> [Exercise data]
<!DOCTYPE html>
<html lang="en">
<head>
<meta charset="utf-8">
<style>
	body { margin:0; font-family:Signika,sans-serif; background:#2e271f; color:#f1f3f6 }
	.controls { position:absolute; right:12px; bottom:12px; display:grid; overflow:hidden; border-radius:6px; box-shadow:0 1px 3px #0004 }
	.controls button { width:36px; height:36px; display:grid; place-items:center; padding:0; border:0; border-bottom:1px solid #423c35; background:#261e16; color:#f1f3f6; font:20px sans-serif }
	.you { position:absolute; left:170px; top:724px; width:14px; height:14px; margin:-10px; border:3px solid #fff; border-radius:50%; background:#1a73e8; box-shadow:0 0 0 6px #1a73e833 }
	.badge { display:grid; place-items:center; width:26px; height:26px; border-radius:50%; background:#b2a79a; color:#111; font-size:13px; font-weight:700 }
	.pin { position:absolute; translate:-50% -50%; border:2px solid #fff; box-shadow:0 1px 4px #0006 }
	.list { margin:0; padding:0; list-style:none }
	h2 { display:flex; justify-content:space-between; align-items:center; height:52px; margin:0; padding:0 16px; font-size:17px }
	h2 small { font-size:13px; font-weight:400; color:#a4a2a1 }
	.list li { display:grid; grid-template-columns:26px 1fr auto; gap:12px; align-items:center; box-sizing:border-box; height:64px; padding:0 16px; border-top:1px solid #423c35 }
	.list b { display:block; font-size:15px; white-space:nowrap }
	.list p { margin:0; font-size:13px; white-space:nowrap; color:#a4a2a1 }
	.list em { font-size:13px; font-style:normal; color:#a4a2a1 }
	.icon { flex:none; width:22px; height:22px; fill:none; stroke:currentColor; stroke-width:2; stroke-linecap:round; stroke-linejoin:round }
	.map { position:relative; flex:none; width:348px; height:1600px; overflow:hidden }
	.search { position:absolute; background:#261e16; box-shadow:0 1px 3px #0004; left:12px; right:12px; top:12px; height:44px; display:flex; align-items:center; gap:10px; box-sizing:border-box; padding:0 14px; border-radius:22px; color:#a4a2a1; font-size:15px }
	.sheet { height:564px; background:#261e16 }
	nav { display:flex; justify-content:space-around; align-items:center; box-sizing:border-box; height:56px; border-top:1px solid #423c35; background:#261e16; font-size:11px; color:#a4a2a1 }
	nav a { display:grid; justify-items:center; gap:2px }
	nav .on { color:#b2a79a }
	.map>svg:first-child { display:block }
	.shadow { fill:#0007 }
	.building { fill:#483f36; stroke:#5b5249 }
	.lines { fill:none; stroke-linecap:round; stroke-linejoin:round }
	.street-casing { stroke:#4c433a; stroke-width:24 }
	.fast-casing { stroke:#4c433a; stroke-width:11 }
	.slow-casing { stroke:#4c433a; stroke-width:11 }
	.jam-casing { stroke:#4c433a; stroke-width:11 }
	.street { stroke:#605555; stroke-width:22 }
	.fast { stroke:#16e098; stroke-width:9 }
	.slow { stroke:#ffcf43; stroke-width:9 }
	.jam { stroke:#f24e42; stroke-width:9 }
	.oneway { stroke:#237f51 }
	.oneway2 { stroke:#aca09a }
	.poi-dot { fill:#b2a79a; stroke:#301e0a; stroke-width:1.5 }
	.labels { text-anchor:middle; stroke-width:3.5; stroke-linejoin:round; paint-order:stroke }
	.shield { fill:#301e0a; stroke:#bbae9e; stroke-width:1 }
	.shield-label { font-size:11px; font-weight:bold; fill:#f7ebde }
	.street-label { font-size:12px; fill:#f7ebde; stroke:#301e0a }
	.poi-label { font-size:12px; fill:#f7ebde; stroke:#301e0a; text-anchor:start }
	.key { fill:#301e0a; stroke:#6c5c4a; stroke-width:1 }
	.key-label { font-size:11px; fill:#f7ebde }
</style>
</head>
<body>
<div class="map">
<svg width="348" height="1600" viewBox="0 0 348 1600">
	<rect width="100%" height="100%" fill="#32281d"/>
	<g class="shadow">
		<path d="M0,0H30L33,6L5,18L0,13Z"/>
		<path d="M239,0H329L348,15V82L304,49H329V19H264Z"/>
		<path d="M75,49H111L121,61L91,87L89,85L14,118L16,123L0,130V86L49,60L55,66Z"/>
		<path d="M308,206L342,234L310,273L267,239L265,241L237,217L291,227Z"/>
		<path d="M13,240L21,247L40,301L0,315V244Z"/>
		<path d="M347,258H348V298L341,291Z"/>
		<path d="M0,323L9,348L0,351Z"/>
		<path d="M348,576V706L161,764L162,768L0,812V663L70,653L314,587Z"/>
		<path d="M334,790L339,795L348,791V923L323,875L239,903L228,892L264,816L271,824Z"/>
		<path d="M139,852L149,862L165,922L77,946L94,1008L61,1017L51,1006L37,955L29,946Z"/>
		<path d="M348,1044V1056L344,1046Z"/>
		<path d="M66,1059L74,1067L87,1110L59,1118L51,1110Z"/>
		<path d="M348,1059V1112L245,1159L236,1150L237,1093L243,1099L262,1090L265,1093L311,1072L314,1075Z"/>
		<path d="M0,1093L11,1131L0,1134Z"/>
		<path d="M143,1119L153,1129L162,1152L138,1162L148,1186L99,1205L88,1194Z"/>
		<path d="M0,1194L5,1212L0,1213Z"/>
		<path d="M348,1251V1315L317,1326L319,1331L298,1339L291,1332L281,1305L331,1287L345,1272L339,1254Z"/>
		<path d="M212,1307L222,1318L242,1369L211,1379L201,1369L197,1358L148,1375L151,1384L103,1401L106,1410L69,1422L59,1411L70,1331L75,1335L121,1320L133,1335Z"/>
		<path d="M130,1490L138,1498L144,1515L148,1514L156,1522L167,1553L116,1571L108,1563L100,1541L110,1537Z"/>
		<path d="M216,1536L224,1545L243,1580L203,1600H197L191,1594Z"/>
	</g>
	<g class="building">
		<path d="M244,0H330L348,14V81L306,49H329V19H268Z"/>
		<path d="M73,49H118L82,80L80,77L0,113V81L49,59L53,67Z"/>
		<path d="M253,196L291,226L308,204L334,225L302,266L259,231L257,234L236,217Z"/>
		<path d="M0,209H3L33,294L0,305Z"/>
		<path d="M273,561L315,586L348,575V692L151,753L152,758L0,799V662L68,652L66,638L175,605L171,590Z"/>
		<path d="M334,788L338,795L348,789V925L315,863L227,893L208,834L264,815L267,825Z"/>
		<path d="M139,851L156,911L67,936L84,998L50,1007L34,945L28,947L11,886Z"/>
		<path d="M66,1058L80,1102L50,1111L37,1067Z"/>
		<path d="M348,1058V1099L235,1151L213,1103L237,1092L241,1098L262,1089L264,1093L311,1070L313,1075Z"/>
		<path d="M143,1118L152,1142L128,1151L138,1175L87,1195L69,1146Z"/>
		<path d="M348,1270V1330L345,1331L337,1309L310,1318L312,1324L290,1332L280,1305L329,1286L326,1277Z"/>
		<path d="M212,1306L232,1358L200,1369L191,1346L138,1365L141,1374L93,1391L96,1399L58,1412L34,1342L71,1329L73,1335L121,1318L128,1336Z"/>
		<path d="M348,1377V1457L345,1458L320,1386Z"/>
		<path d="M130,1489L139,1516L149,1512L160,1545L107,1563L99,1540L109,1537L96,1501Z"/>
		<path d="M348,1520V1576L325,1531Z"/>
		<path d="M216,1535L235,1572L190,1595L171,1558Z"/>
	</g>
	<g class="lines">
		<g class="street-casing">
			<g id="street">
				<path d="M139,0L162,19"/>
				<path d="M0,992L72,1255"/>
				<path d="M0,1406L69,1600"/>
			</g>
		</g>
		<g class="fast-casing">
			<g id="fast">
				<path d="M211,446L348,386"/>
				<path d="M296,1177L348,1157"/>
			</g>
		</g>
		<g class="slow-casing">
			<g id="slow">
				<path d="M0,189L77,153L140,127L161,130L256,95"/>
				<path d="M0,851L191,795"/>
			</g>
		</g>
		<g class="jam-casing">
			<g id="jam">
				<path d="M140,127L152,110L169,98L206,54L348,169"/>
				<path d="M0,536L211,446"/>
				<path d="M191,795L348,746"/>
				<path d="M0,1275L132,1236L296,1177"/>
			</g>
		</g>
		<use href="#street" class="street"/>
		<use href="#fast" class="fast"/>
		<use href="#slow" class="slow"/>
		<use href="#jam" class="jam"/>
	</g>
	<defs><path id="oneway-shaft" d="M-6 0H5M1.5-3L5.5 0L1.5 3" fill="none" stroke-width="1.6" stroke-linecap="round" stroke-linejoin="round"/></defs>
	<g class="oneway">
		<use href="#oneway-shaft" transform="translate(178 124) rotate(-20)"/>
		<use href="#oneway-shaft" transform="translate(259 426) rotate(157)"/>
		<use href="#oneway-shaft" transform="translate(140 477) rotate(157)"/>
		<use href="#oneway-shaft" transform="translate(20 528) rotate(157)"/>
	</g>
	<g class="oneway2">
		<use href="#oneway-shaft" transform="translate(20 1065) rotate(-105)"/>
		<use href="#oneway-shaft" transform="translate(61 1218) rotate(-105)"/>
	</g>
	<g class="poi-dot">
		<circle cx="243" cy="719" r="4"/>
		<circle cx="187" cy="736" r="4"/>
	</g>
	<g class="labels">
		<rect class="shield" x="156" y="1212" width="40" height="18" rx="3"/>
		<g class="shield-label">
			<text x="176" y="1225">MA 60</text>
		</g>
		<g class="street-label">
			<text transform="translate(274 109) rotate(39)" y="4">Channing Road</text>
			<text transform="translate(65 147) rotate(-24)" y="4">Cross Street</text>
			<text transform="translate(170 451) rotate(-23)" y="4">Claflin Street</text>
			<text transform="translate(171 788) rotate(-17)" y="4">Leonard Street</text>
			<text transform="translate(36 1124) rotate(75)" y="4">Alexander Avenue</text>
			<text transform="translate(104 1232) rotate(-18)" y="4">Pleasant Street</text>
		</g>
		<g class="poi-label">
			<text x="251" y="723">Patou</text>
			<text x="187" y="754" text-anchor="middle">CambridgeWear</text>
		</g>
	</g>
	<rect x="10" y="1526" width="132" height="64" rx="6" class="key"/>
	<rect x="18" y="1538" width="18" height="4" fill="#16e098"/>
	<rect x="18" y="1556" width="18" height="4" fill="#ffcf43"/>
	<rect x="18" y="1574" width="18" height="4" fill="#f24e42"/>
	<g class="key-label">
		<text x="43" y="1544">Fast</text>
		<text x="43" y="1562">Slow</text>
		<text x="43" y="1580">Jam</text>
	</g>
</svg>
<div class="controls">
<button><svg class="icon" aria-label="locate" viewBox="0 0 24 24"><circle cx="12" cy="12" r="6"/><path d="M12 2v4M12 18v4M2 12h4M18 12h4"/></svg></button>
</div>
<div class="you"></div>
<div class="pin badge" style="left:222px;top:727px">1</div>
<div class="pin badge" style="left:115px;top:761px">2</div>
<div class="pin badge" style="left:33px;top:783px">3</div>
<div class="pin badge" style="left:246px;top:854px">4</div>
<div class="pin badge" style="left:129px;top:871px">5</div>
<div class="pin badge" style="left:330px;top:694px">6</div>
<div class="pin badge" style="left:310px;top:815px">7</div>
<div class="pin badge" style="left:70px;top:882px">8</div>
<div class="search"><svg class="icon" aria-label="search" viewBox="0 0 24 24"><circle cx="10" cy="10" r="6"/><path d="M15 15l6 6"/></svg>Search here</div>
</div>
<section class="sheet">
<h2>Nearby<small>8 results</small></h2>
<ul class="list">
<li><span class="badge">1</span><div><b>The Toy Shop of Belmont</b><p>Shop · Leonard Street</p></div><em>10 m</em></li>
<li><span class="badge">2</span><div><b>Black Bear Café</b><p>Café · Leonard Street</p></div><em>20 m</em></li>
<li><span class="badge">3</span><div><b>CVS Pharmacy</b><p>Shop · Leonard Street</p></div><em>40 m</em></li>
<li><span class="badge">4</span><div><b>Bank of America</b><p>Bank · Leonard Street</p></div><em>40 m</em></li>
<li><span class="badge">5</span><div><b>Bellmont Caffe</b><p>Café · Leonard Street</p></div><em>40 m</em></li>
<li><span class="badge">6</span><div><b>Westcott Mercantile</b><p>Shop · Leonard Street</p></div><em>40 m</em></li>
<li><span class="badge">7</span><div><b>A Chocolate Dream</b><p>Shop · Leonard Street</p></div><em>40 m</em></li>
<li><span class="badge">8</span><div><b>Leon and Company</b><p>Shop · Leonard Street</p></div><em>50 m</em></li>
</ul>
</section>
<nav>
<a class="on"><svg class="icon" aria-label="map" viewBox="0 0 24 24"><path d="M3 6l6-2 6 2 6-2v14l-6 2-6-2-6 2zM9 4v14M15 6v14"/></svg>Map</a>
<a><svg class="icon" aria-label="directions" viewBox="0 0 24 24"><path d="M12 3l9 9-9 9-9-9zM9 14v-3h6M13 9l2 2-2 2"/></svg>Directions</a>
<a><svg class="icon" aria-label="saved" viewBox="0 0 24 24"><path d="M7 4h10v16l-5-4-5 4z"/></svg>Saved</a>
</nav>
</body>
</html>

> [Exercise details] Exactly repeat the lines running from the top of the listing to the line bearing "width:36px; height:36px; display:grid;", both of those lines included, and only them.

> [Worked solution]
<!DOCTYPE html>
<html lang="en">
<head>
<meta charset="utf-8">
<style>
	body { margin:0; font-family:Signika,sans-serif; background:#2e271f; color:#f1f3f6 }
	.controls { position:absolute; right:12px; bottom:12px; display:grid; overflow:hidden; border-radius:6px; box-shadow:0 1px 3px #0004 }
	.controls button { width:36px; height:36px; display:grid; place-items:center; padding:0; border:0; border-bottom:1px solid #423c35; background:#261e16; color:#f1f3f6; font:20px sans-serif }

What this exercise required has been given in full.